The Cancer Stem Cell Inhibitor Napabucasin (BBI608) Shows General Cytotoxicity in Biliary Tract Cancer Cells and Reduces Cancer Stem Cell Characteristics

Biliary tract cancer is a devastating disease with limited therapeutic options. The involvement of cancer stem cells in biliary tract cancer is likely. Napabucasin is a previously described cancer stem cell inhibitor that is currently being used in clinical trials. However, data regarding napabucasin and biliary tract cancer are not available yet. We tested the general cytotoxic effect of napabucasin on a comprehensive biliary tract cancer in vitro model, using resazurin assay and Annexin V/7-AAD staining. The effect of napabucasin on functional cancer stem cell characteristics was analyzed via soft agar assay, aldehyde-dehydrogenase-1 assay, measurement of surface CD326 expression, and measurement of clonogenic growth.
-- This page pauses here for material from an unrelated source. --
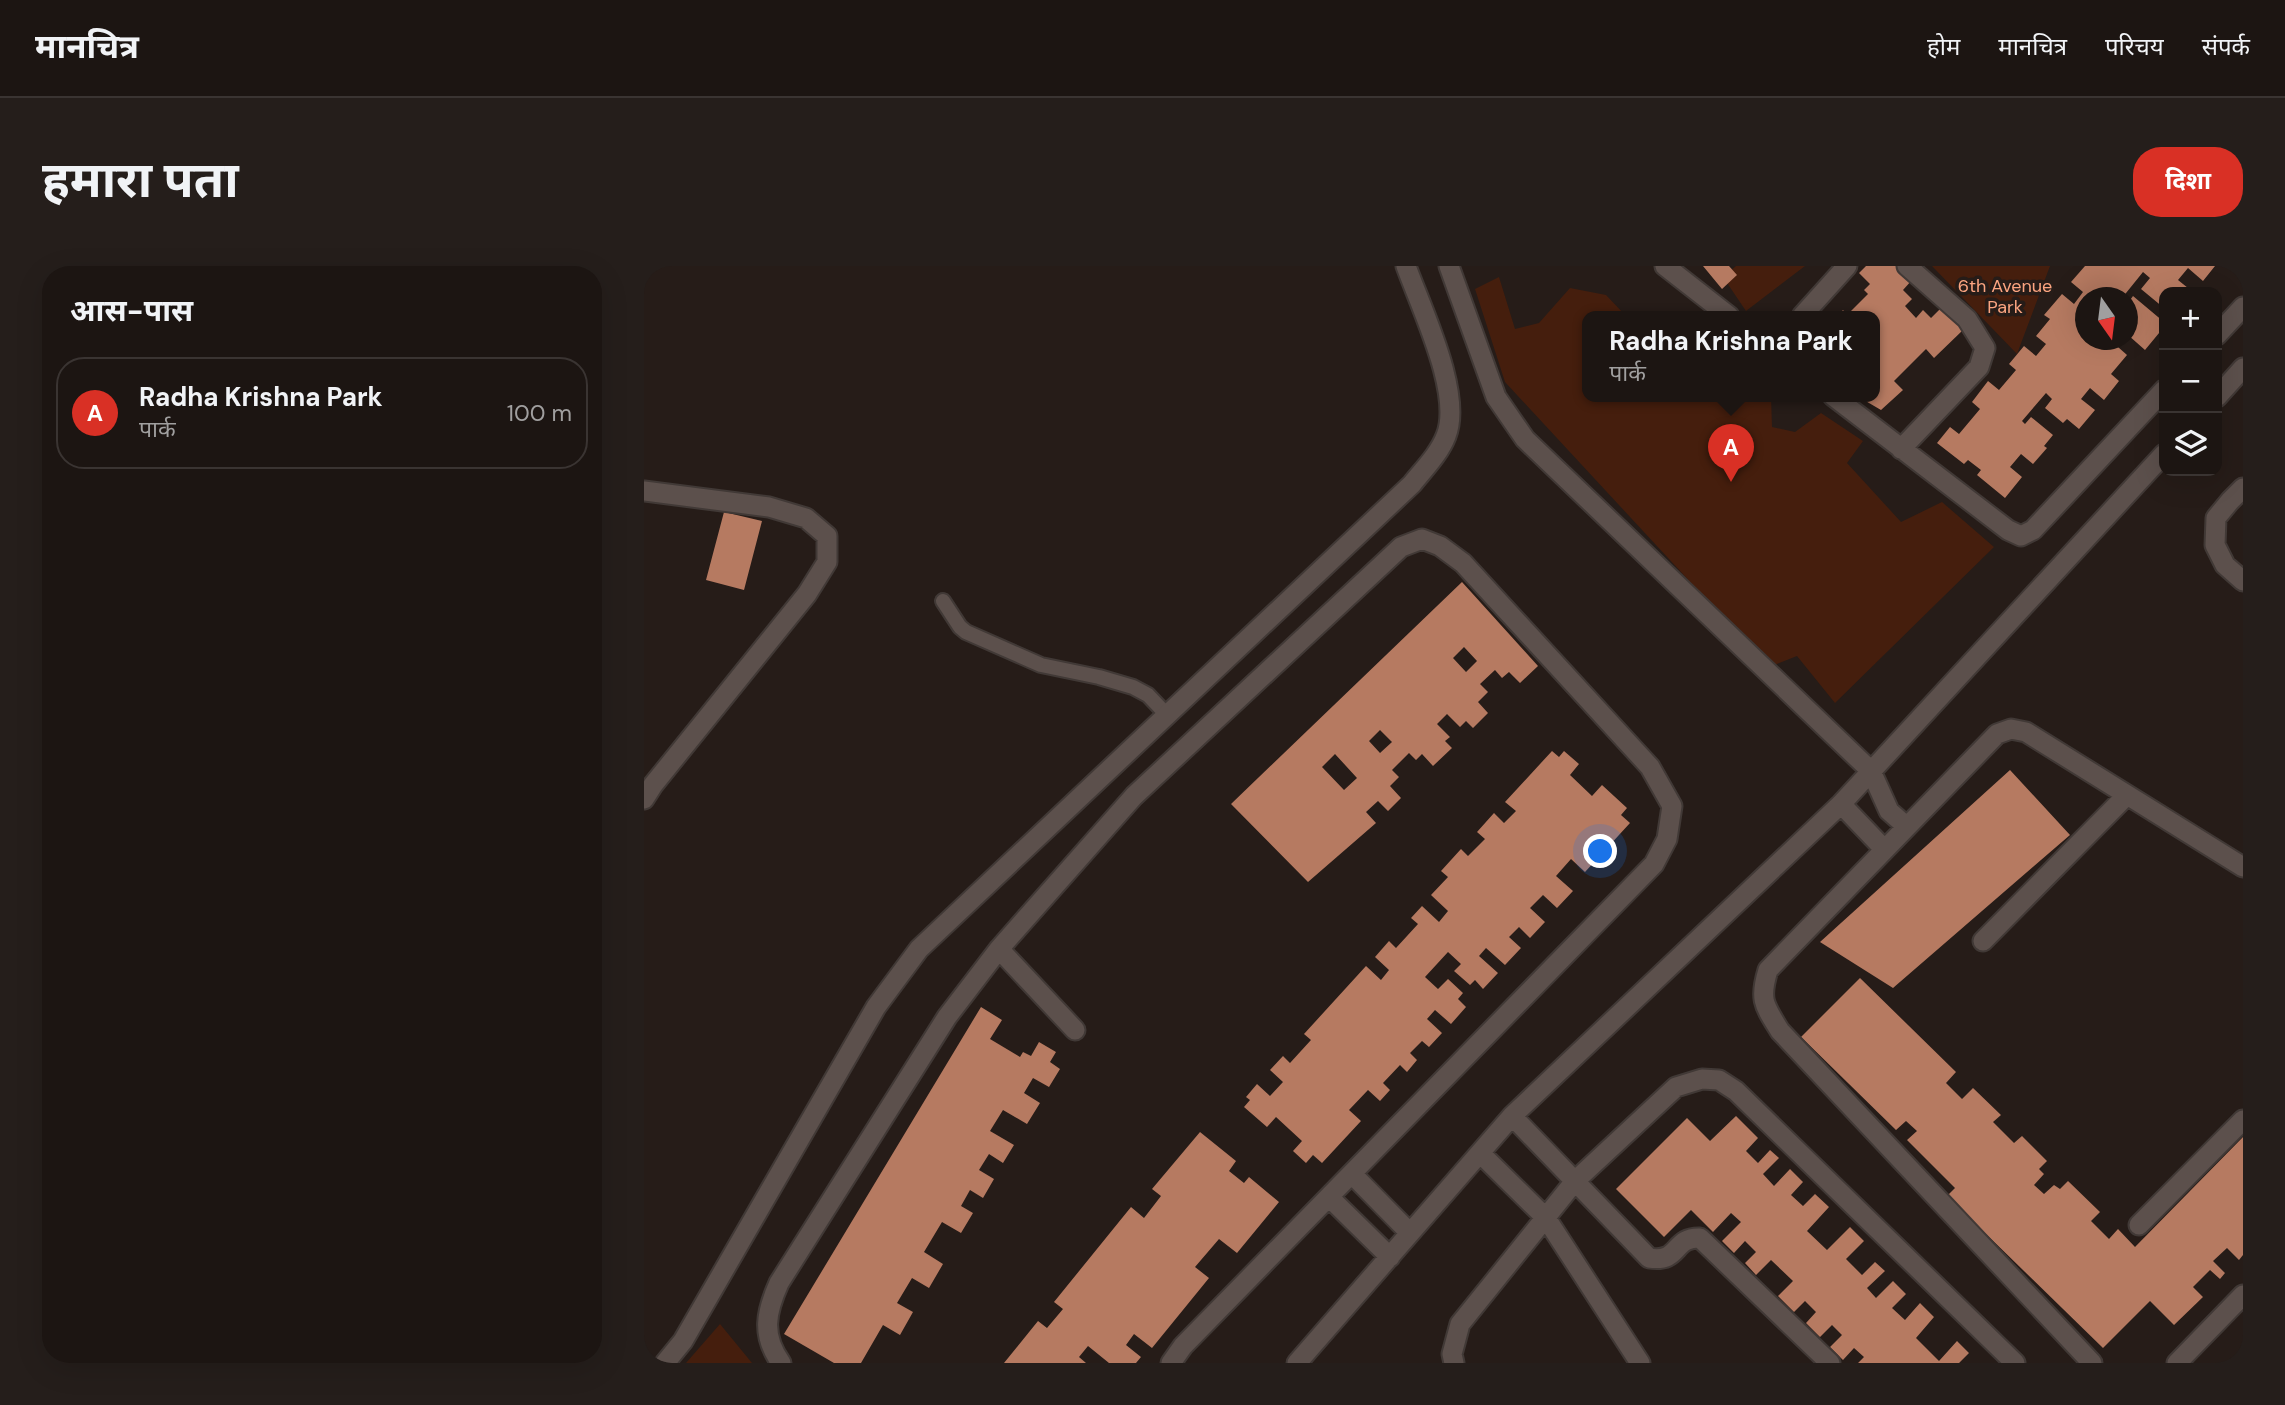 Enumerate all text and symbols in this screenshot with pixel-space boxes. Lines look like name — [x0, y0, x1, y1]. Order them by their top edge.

The evaluation of the effect of napabucasin on cancer stem cell protein and gene expression was performed using Western blot and reverse transcription-PCR-based human cancer stem cell array. Napabucasin showed a concentration- and cell line-dependent cytotoxic effect, and increased the apoptotic and necrotic cell fractions. Treatment with napabucasin significantly reduced the formation of tumor spheres and clonogenic growth, as well as CD326 surface expression. Expression of cancer stem cell markers were reduced following napabucasin treatment on the protein and mRNA levels. Our study provides first data regarding napabucasin as a promising substance for the treatment of biliary tract cancer.